Carl gave her five hundred baht and she went off muttering about the annoying habits of drunks and whores.

“So, Dutchman, what’s this I hear about you and a new woman in your life?”

“Did Pim call her a whore?”

“No, just muttered a lot.”

“You look good,” he told Carl sarcastically.

“Rough night,” Carl replied as he watched both of his shaky hands negotiating with the hot coffee cup.

“I thought you’d given up drinking like an Arab on his first Asian holiday.”

“So did I.”

“When you’re not completely pissed are you still tilting at windmills, saving damsels in distress and all that nonsense?”

“No, just running errands for Thailand’s white collar criminals.”

“To hell with them! Let’s go to Patpong or Soi Cowboy and get nasty drunk. Meet some naked women and smoke some shit. Just like the old days, just like the old days Carl.”

He was at least fifteen years older than Carl but was still living in adult Disneyland. The decades of smoking the coarse Thai marijuana had taken its toll on his lungs. He wheezed when he talked and he wasn’t looking good. He was one of the few men standing from the wild times of the Asian hippy trail in the 1970s but it didn’t look like it would be for too much longer.

They had become close friends in 1979 when they spent a year together smuggling rubies from Calcutta to Bangkok to defeat India’s strict foreign exchange regulations for an Indian moneychanger with an office in Bangkok’s Chinatown. It had been a year of high adrenalin including lots of alcohol and Nepali hashish. They both knew that the fact they didn’t end up in an Indian jail was more luck than good design.

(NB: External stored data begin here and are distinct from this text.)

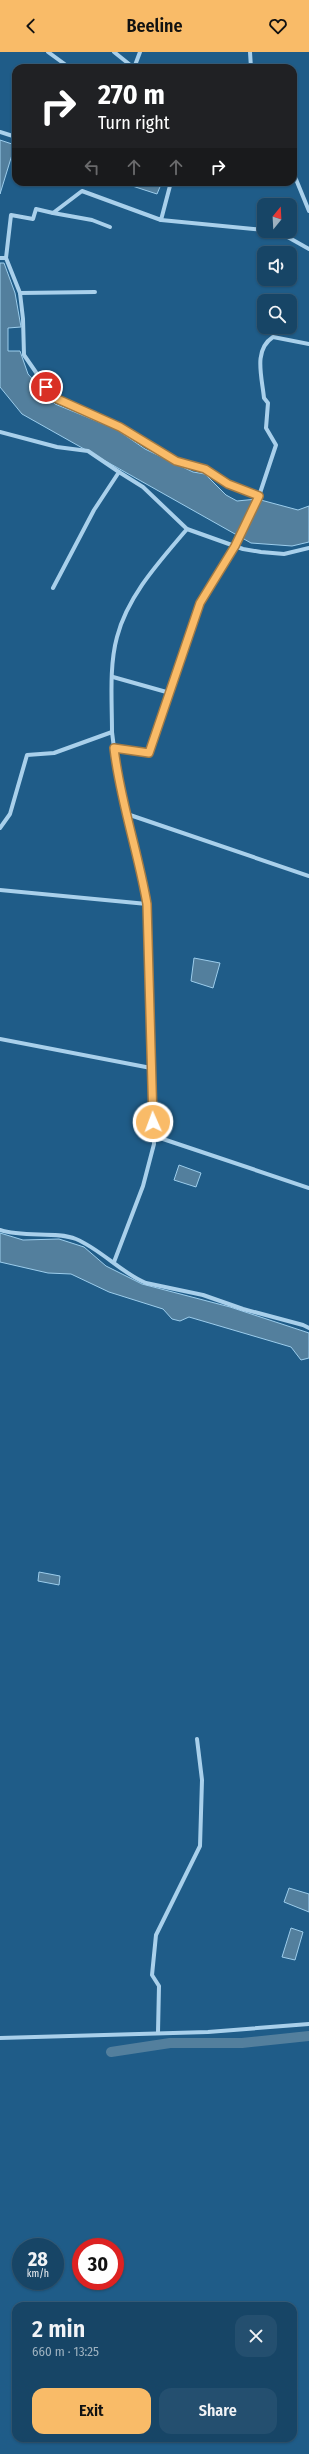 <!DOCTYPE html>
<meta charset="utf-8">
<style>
:root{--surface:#174566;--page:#244f6f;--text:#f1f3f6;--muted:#9eb1bf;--line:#365d7a;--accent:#f9bb68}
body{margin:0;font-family:"Fira Sans Condensed",sans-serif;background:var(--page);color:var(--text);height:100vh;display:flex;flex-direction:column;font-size:15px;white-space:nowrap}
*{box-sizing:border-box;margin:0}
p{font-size:13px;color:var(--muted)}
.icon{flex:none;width:22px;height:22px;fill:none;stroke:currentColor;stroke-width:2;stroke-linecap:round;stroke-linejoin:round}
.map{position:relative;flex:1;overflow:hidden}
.drawer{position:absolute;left:12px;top:2250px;width:285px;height:140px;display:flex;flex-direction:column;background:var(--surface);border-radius:12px;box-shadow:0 1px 3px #0004,0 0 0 1px var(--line)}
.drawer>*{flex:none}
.top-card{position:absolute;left:12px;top:12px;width:285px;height:122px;border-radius:12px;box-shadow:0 1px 3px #0004,0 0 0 1px var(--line);background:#202124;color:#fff;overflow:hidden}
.needle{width:26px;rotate:18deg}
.tools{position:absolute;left:257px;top:146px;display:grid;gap:8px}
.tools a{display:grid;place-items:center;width:40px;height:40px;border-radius:8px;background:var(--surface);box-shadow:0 1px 3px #0004,0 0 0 1px var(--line);font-size:20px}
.speed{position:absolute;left:12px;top:2186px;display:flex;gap:8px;font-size:20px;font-weight:700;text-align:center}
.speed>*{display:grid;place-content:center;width:52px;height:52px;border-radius:50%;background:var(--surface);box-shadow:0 1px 3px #0004,0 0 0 1px var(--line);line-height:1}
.speed small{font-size:10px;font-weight:400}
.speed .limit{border:6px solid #d22;background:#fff;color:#111}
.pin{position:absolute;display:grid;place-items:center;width:34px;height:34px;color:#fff;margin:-17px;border:2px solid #fff;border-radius:50%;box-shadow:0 1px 4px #0007}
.me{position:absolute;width:44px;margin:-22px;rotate:358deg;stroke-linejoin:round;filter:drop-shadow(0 0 3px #0008)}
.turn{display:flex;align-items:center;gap:14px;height:84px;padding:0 20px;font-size:18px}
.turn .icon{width:52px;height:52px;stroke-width:2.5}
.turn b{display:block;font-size:28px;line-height:34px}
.lanes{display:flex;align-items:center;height:38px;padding:0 20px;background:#0003;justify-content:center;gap:20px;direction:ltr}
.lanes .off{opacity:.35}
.round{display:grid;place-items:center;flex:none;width:42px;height:42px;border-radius:12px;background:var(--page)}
.summary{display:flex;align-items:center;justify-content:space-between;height:68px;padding:0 20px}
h1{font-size:24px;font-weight:600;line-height:30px}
.cta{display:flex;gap:8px;margin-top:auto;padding:8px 20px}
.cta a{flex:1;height:46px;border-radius:12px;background:var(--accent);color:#111;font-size:16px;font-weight:600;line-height:46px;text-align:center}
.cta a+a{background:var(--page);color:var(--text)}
header{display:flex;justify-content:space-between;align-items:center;height:52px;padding:0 20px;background:var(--accent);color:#111;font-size:18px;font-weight:600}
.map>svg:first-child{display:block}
</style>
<header><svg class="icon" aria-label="back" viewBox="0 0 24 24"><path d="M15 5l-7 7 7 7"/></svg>Beeline<svg class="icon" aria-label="heart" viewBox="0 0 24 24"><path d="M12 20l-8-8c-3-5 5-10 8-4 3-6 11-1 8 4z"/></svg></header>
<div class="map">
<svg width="309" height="2402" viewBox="0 0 309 2402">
<rect width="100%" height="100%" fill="#1f5c88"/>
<g fill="#537f9d" stroke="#9ccdec">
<polygon points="0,88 15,93 0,142"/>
<polygon points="120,130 162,130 157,142"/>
<polygon points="0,211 4,211 15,241 21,275 8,276 8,299 20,299 28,322 55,352 116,377 145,397 193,420 205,422 226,443 237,449 257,447 298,458 309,454 309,490 292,494 251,491 22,362 0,335"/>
<polygon points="194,906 220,911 213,936 191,929"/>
<polygon points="179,1113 201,1121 196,1135 174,1128"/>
<polygon points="0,1181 23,1188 59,1187 84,1195 106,1214 142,1232 230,1255 309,1281 309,1306 301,1308 291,1295 189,1265 180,1269 172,1267 163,1257 109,1240 71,1222 48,1221 0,1210"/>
<polygon points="39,1520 60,1524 59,1533 38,1529"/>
<polygon points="289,1836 309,1842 309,1860 284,1850"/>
<polygon points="291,1876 303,1880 295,1908 282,1905"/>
</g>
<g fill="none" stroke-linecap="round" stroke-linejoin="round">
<polyline stroke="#537f9d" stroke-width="10" points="111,2000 170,1991 242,1991 309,1984"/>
<g stroke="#a9d0eb" stroke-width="4">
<polyline points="48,0 70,16"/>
<polyline points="114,0 134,16 140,0"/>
<polyline points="250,0 251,16"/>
<polyline points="0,80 16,85"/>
<polyline points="293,120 309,159"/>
<polyline points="53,161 92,168 110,175"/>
<polyline points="161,168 264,178"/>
<polyline points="277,179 309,197"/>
<polyline points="0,206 6,206 20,241 23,267 24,303 53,345 120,375 176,409 205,417 228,432 259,444"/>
<polyline points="6,206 11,163 33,167 36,157 53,161 82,139 161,168 171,130"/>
<polyline points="20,241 95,240"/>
<polyline points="0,380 57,395 88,399 119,420 94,458 53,536"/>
<polyline points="119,420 143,435 187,477 243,497 261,500 284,502 309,496"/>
<polyline points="113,625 170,641"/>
<path d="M112 680C112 650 109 614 117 585 128 543 160 509 187 477"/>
<path d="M114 696 149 701 200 551 235 493 259 444 276 393 266 376 268 351 264 346C262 325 253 298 273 285L309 292"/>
<polyline points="127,762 309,824"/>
<polyline points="0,776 10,762 27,703 54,701 112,680 118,728 141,817 147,852"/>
<polyline points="0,838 147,852 154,1092 143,1134 114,1210"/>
<polyline points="0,987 151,1016"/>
<polyline points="154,1084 309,1136"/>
<path d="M0 1178C23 1186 56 1179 76 1187 102 1198 121 1221 146 1231L203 1243 243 1257 303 1273 309 1276"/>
<polyline points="158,1980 159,1934 152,1923 156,1883 200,1794 202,1728 197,1687"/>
<polyline points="0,1986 208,1980 309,1972"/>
</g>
</g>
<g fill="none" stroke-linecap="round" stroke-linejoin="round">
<g stroke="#a27a44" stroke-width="10">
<path id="route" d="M46 335 53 345 120 375 176 409 205 417 228 432 259 444 235 494 200 551 149 701 114 696C120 749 138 799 147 852L153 1070"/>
</g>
<use href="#route" stroke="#f9bb68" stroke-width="7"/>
</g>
</svg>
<div class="tools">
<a><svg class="needle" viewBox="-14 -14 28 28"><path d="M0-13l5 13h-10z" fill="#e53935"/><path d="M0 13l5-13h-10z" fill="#9eb1bf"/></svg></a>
<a><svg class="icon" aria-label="sound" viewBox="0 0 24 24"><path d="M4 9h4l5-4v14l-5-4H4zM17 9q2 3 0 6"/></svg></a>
<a><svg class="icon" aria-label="search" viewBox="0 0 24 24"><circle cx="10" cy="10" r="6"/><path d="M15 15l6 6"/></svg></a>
</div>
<div class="speed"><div>28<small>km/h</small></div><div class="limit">30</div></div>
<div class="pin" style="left:46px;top:335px;background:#d93025"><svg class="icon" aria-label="arrive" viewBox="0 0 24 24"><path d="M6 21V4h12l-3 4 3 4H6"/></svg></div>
<svg class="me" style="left:153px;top:1070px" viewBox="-20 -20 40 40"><circle r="17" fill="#f9bb68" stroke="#fff" stroke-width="3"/><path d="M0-11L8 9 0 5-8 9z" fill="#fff"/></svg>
<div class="top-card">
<div class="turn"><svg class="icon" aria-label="right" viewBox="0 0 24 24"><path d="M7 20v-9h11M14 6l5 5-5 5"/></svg><div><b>270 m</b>Turn right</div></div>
<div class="lanes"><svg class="icon off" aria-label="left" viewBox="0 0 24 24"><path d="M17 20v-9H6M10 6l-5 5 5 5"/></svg><svg class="icon off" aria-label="ahead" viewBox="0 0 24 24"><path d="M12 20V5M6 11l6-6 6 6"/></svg><svg class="icon off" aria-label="ahead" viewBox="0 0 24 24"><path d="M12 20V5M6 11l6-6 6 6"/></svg><svg class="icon" aria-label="right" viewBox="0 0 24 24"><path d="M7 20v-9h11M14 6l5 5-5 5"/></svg></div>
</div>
<section class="drawer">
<div class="summary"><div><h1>2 min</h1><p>660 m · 13:25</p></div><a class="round"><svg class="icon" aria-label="close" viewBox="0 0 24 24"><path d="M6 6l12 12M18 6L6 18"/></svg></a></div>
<div class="cta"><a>Exit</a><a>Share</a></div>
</section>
</div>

The partnership had ended at Calcutta airport. The Dutchman had lost his nerve and handed one of the two boarding passes to Carl and run off to go through customs alone leaving Carl to smuggle the rubies. This was against their agreement as they had mutually decided that should they end up in an Indian prison they should not go there alone.

Carl was not concerned that he had several packs of very valuable rubies in his shoes that day as he had successfully carried out several smuggling trips by then. Unfortunately when he showed his passport and boarding pass to the Indian customs officer he was immediately accused of attempting to travel under an assumed name.